I dreamt of my father. We were at the house out in the badlands of eastern Colorado and he was rushing my brother, sister, the Grumpy Old Men, and myself into his auto. My mother was still inside. It seemed rather shocking when my father got into the vehicle and started it up whilst my mother was still in the house.

"What about Mom?" I asked.

"We've got to go!" My father snapped. "She can catch up."

My eyes opened up to Chevy. He nuzzled me gently. He was letting me know that the hounds were all hungry and going outside to use the loo would be nice too. I got up, the dream clinging to the mathematics of my thoughts like cobwebs and tree sap.
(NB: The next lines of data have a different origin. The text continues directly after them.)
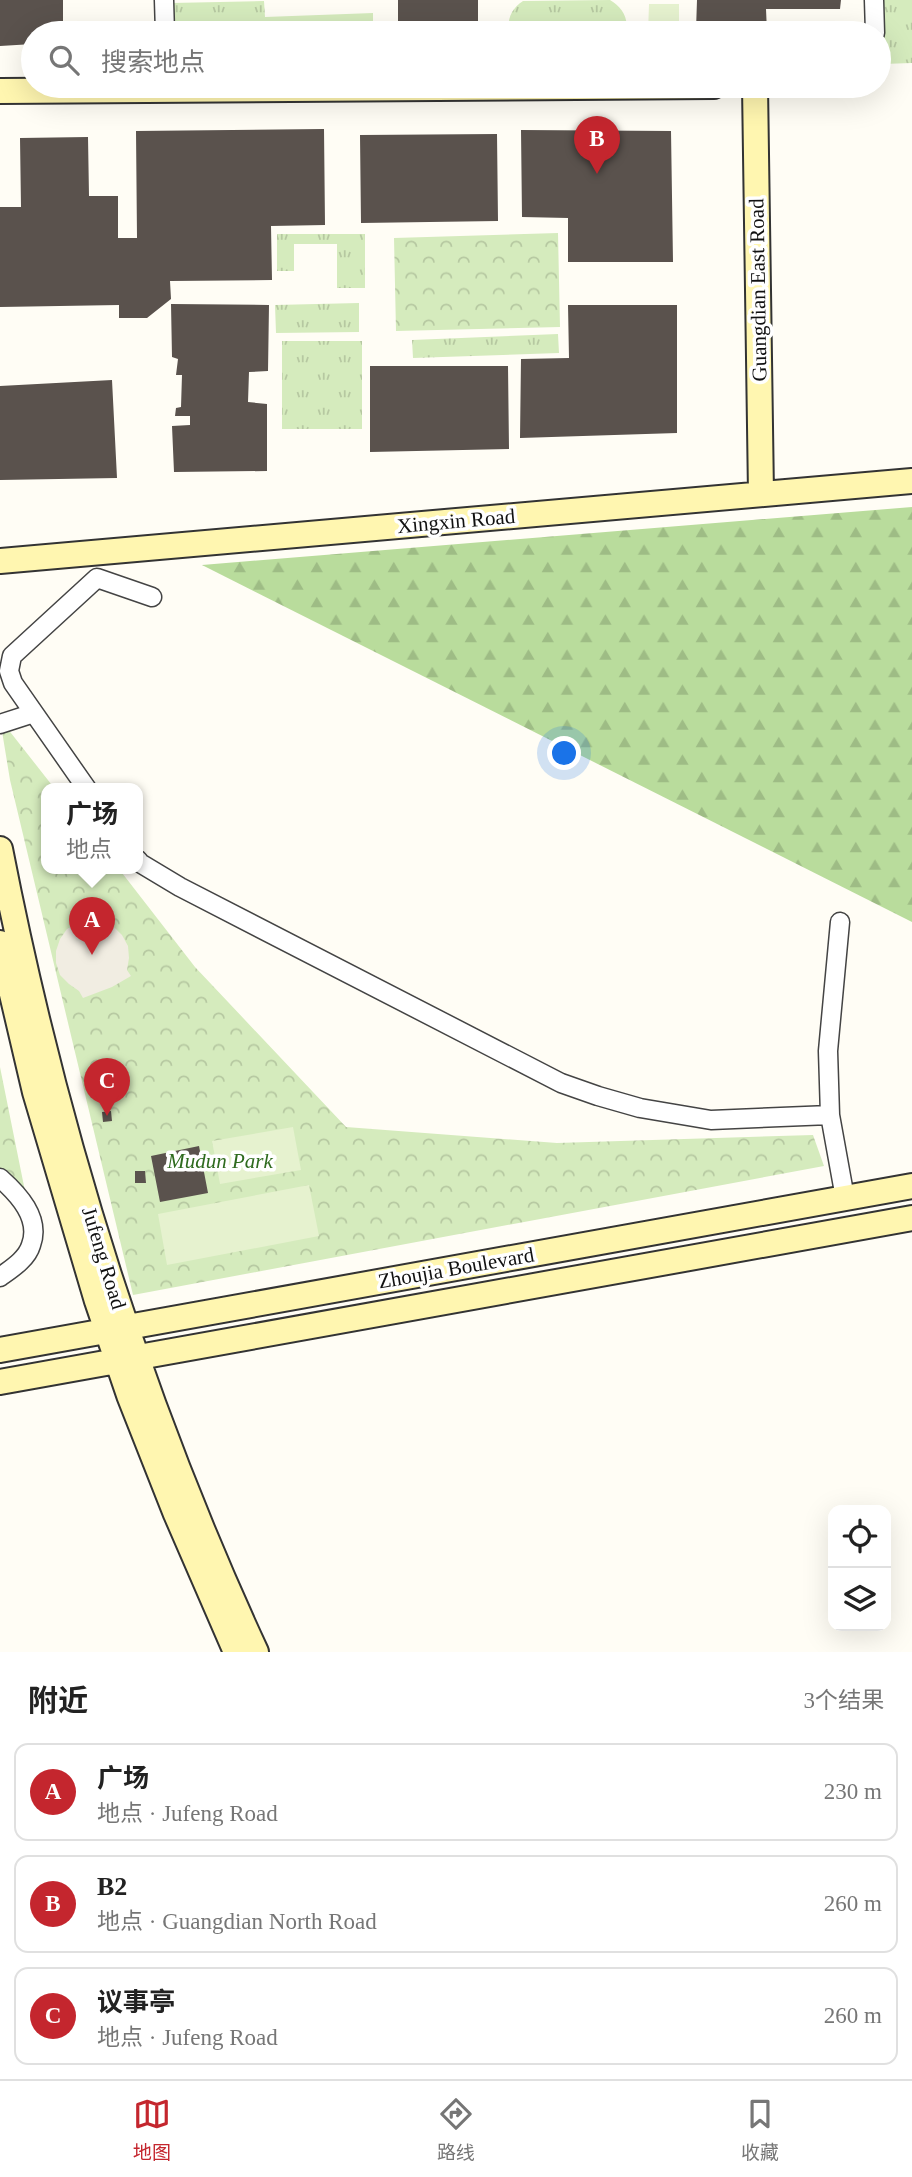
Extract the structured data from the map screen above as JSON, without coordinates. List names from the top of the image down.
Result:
{
  "streets": {
    "street": [
      "Guangdian East Road",
      "Xingxin Road",
      "Jufeng Road",
      "Zhoujia Boulevard"
    ]
  },
  "crossings": [
    ["Guangdian East Road", "Xingxin Road"],
    ["Jufeng Road", "Zhoujia Boulevard"]
  ],
  "parks": ["Mudun Park"],
  "page": {
    "search": "搜索地点",
    "pins": ["B", "A", "C"],
    "popup": ["广场", "地点"],
    "heading": ["附近", "3个结果"],
    "list": [
      {
        "mark": "A",
        "name": "广场",
        "note": "地点 · Jufeng Road",
        "value": "230 m"
      },
      {
        "mark": "B",
        "name": "B2",
        "note": "地点 · Guangdian North Road",
        "value": "260 m"
      },
      {
        "mark": "C",
        "name": "议事亭",
        "note": "地点 · Jufeng Road",
        "value": "260 m"
      }
    ],
    "nav": ["地图", "路线", "收藏"]
  }
}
My ten-pence dream analysis? Perhaps my father is running. Whether it's from a phantasm of memory or just from himself in general is conjecture.
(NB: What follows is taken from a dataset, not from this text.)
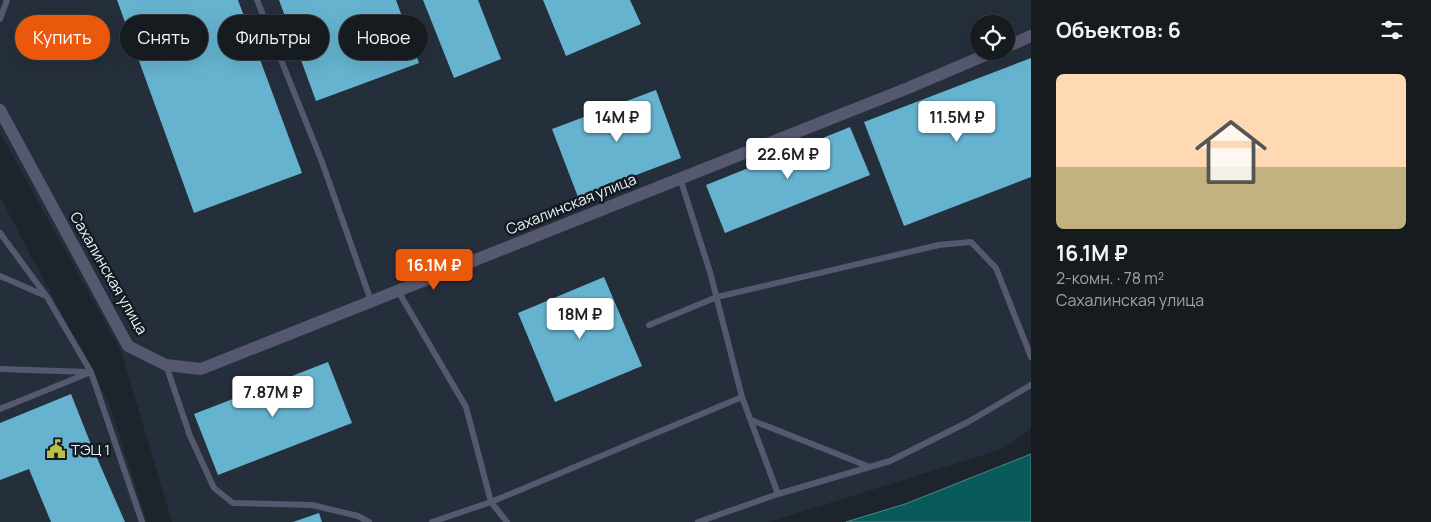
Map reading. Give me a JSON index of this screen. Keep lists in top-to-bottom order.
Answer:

He has spoken of loosing that loving feeling for the new place. Too many children. Too much noise at all hours. He already wants to move again.

I cannot help but wonder if my father has been caught up in the if only's. If only I can get out of the badlands. If only I can be closer to my kids. If only I get rid of the animals and start over.
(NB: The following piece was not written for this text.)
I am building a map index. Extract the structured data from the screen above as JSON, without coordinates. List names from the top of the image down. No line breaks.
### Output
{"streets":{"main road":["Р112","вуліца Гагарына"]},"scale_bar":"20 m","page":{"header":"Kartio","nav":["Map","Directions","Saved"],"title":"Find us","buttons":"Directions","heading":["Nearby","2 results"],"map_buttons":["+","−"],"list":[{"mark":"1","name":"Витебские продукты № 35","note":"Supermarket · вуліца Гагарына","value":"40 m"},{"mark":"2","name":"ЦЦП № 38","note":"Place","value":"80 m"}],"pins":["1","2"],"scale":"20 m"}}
He got rid of the animals and moved and is closer to my siblings and I. And then reality set in. There are still the phantasms and the memories. All that time and all the empty spaces.

My sister postulated my father sits at home by himself and it drives him nuts. He's got his guitars, films, music, and books, but he doesn't always have someone to talk to, or even just wish he could have alone time from. It's as if he's run out of distractions. Perhaps he is listless and drifting.

I can somewhat empathize, although it was not a mate that I lost all those months ago. Still, there are days I struggle to keep from collapsing into a sobbing ball. Sometimes, I feel that listlessness. Detached and hollow.

Mentioning my mother is gone is something I wish I could avoid, but it's there. It happened. I cannot deny it. I guess it just bothers me when it does get mentioned in front of a stranger or someone I've not seen for awhile, and the social awkwardness of them trying to express condolence and me pretending to accept it has to play out like a fucking dog and pony show.

I am not sure what to do for my father, or if there's really anything I can do. Folk wisdom states we all grieve in our own special little ways. A trite fluffy-bunny approach, but I begrudgingly admit to seeing the truth to it. It seems a given my father is still grieving because I know my sister and I are.

My brother too. I theorize that's why he made sure to be overly busy with landscaping projects and said my sister outlaw was being so needy about having quality time with him when my father was moving, and, thus didn't help; he was trying to distract himself. Throwing himself into work as way to deal with the empty spaces of my mother's death, leaving my father, sister, and I to deal with the emotional wreckage and shrapnel that was stirred up with the move.

Thanks, ti ti, but so it goes...

In just a few days more than a month, we'll all be heading into the outback to scatter my mother's ashes, as per her request. My father has mentioned how this event has just hung over him like a pall. Perhaps that is what my father needs to deal with the empty spaces and place the final bit of closure on this whole thing. This, like my speculation with my brother, is a theory. One, which will not be proven as fact until just a little over a month from the here and now.